After step 2, we have a well-defined stream of log entries with hopefully many well-defined properties assigned to each entry. We are now able to cluster identical types log entries even when the actual data is different. We can of course sub-analyse those identical log entries based on the associated well-defined data. We have, however, still log entries which were unknown to the parser in step 2 and thus have not be split in the generic and actual message part. As we can not do any better, we need to live with that and further stages should be designed with that in mind - maybe there is a way to extract some more meaning from them.

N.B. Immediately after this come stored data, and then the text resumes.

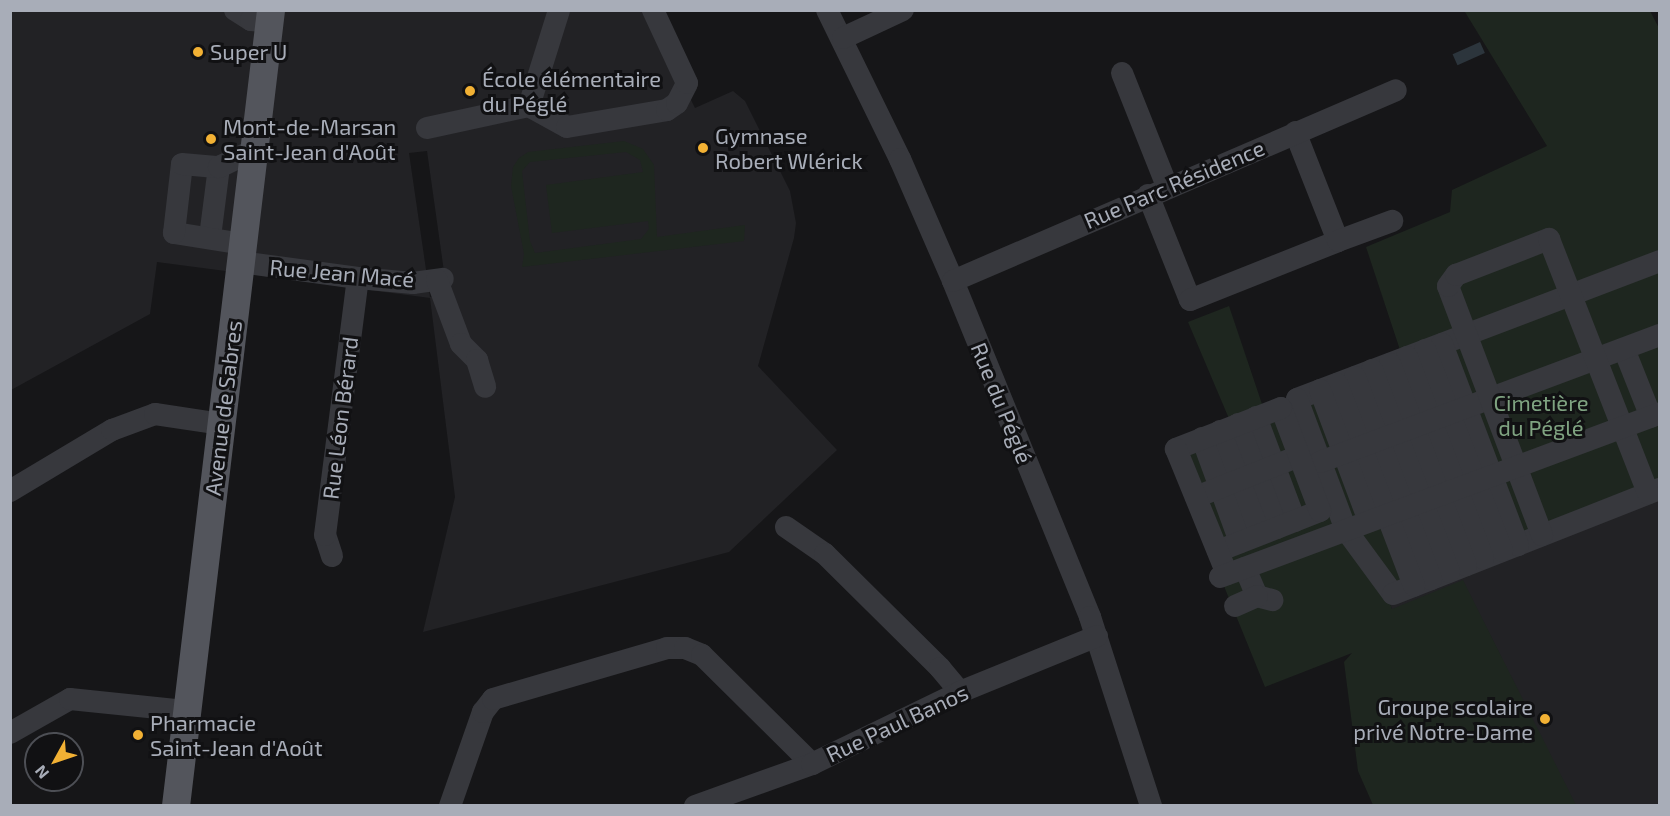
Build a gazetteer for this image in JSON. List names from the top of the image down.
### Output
{
  "streets": {
    "main road": ["Avenue de Sabres"],
    "street": [
      "Rue Parc Résidence",
      "Rue Jean Macé",
      "Rue du Péglé",
      "Rue Léon Bérard",
      "Rue Paul Banos"
    ]
  },
  "crossings": [
    ["Rue Parc Résidence", "Rue du Péglé"],
    ["Rue Jean Macé", "Avenue de Sabres"],
    ["Rue Jean Macé", "Rue Léon Bérard"],
    ["Rue du Péglé", "Rue Paul Banos"]
  ],
  "parks": ["Cimetière du Péglé"],
  "places": [
    "Super U",
    "École élémentaire du Péglé",
    "Mont-de-Marsan Saint-Jean d'Août",
    "Gymnase Robert Wlérick",
    "Groupe scolaire privé Notre-Dame",
    "Pharmacie Saint-Jean d'Août"
  ],
  "north": "bottom left"
}
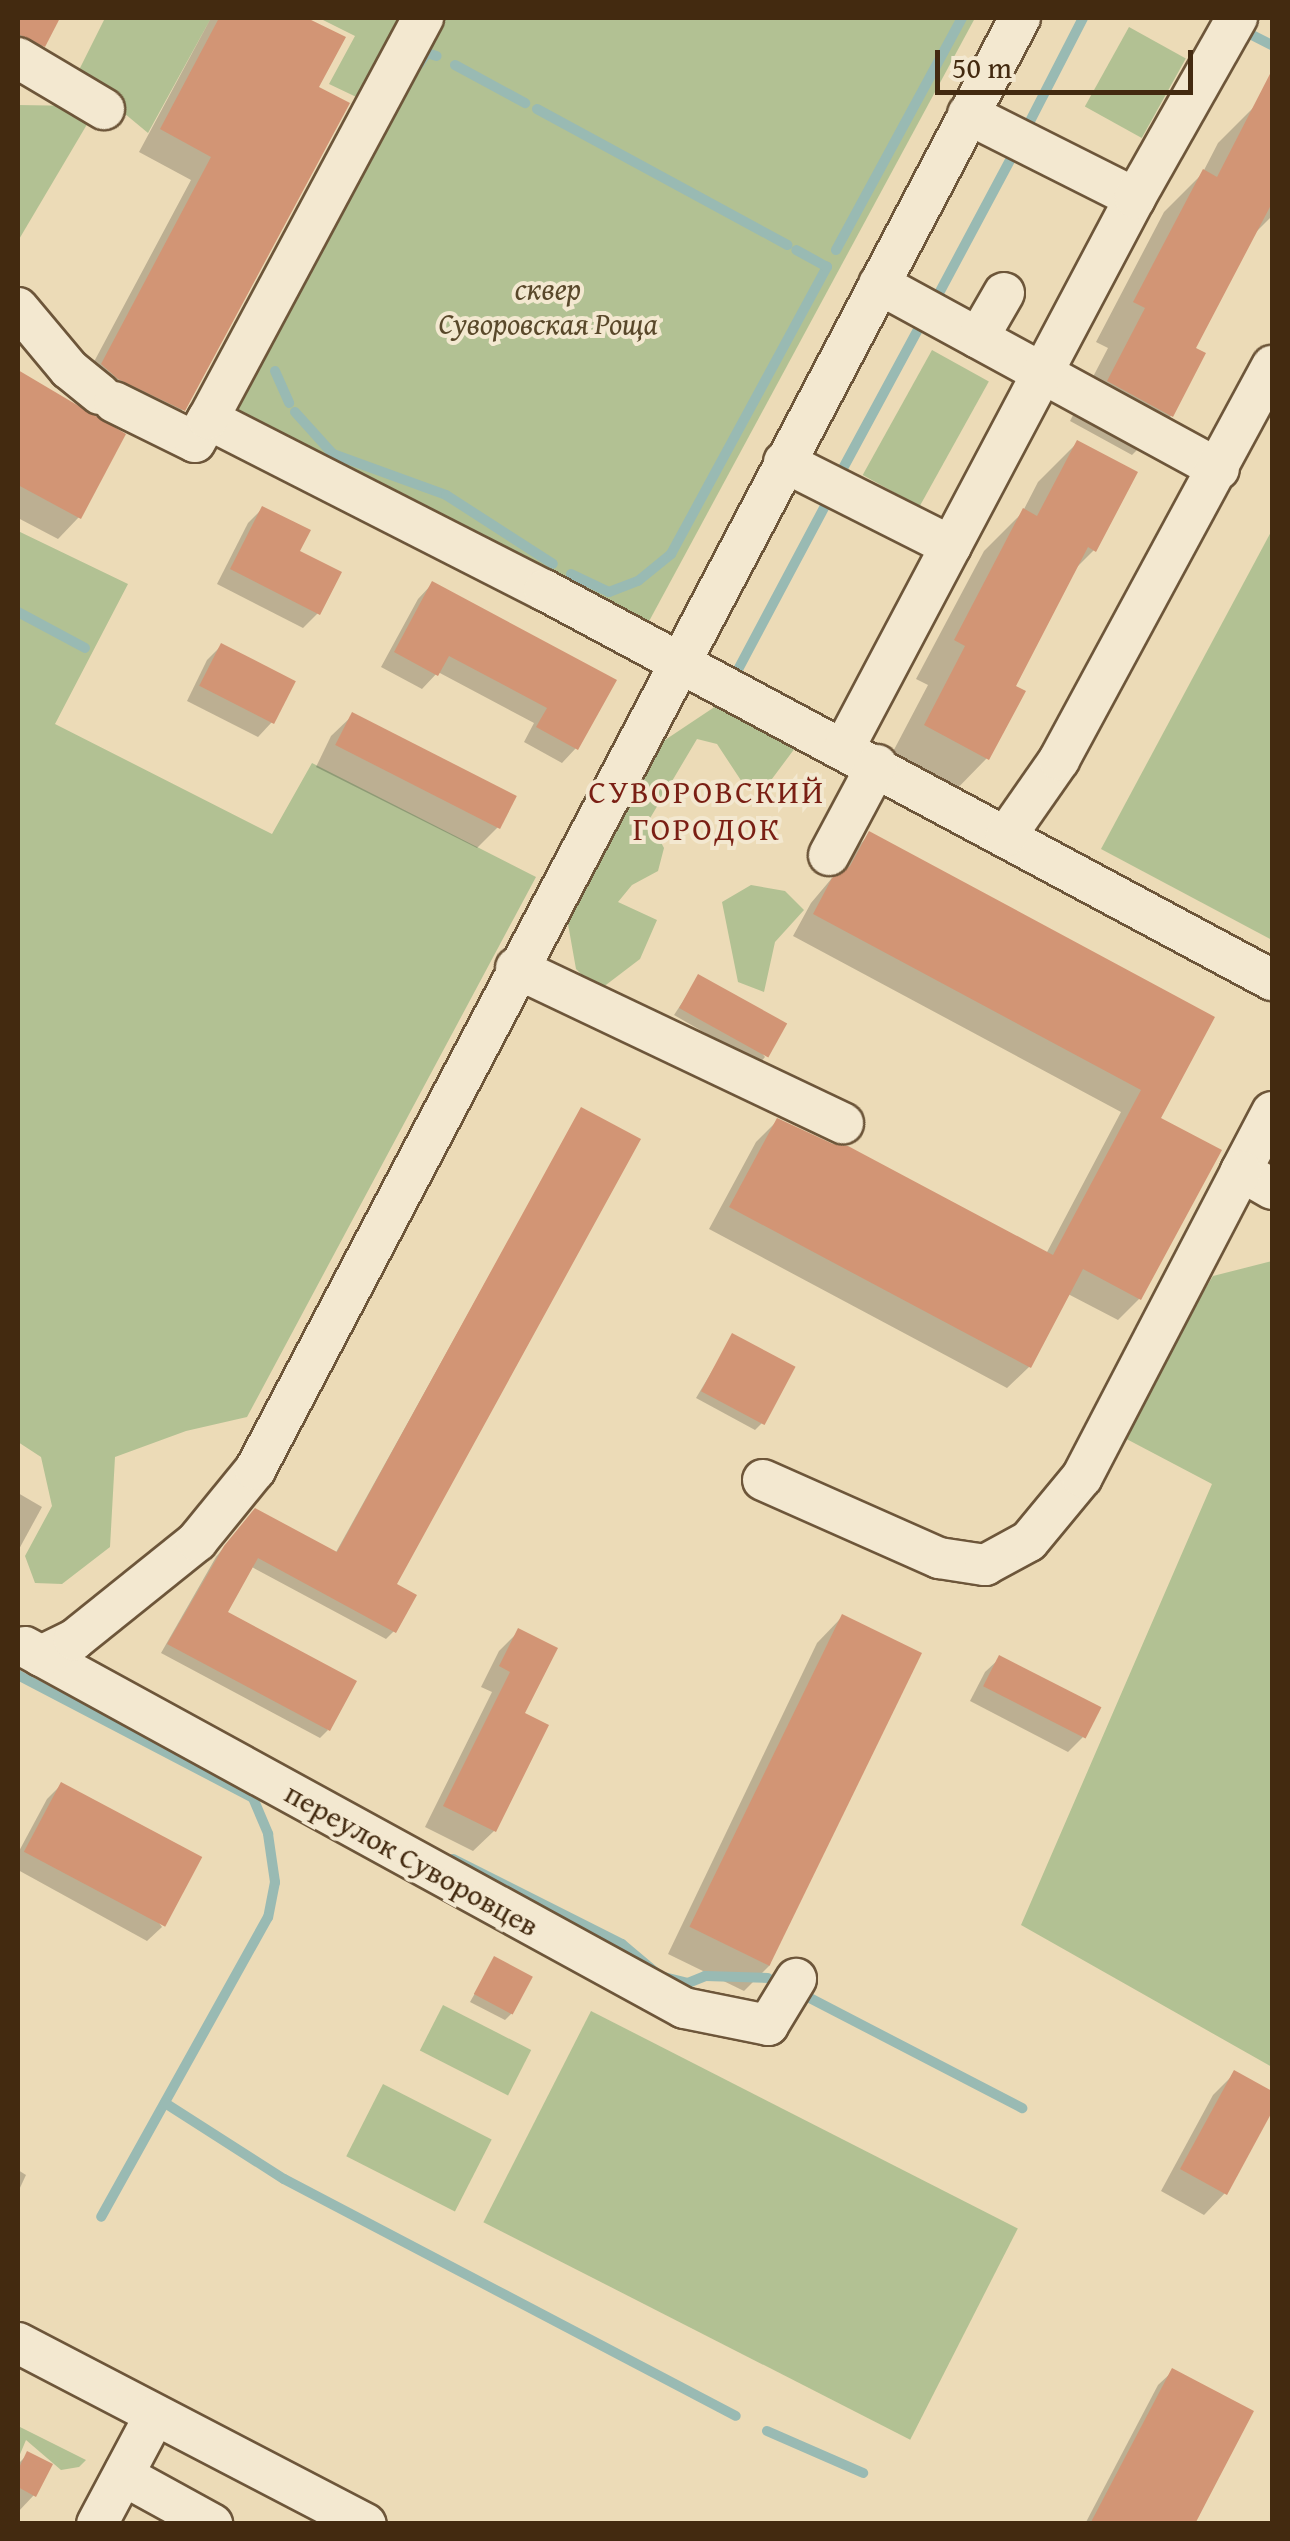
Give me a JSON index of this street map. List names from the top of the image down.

[Idea: It might be possible to run an additonal step over those log entries and do an textual analysis on what is identical in them and what not. Chances are good we could strip the changing parameters off the static message text and thus identify the message type - but would this help anything at all???]

A Run-Down of the preprocessing Phase

The following chart provides a quick (and idealized) rundown of the preprocessing stages outlined above.

Please note that at the end of the preprocessing stages, we have a set of well-defined log entries which have associated

  • a kind of type
  • some common properties (like date and time of their generation or originating device)
  • some well-defined name/value properties

[rgerhards: it may be smarter to run the first two preproc stages, and *then* run the "thin-to-fat" converter - it will benefit from the name/value pairs... One can also think about dropping log entries *before* the ever run into the preproc - this will safe processing time. But we can do this at any time later, so let's not yet focus on performance.]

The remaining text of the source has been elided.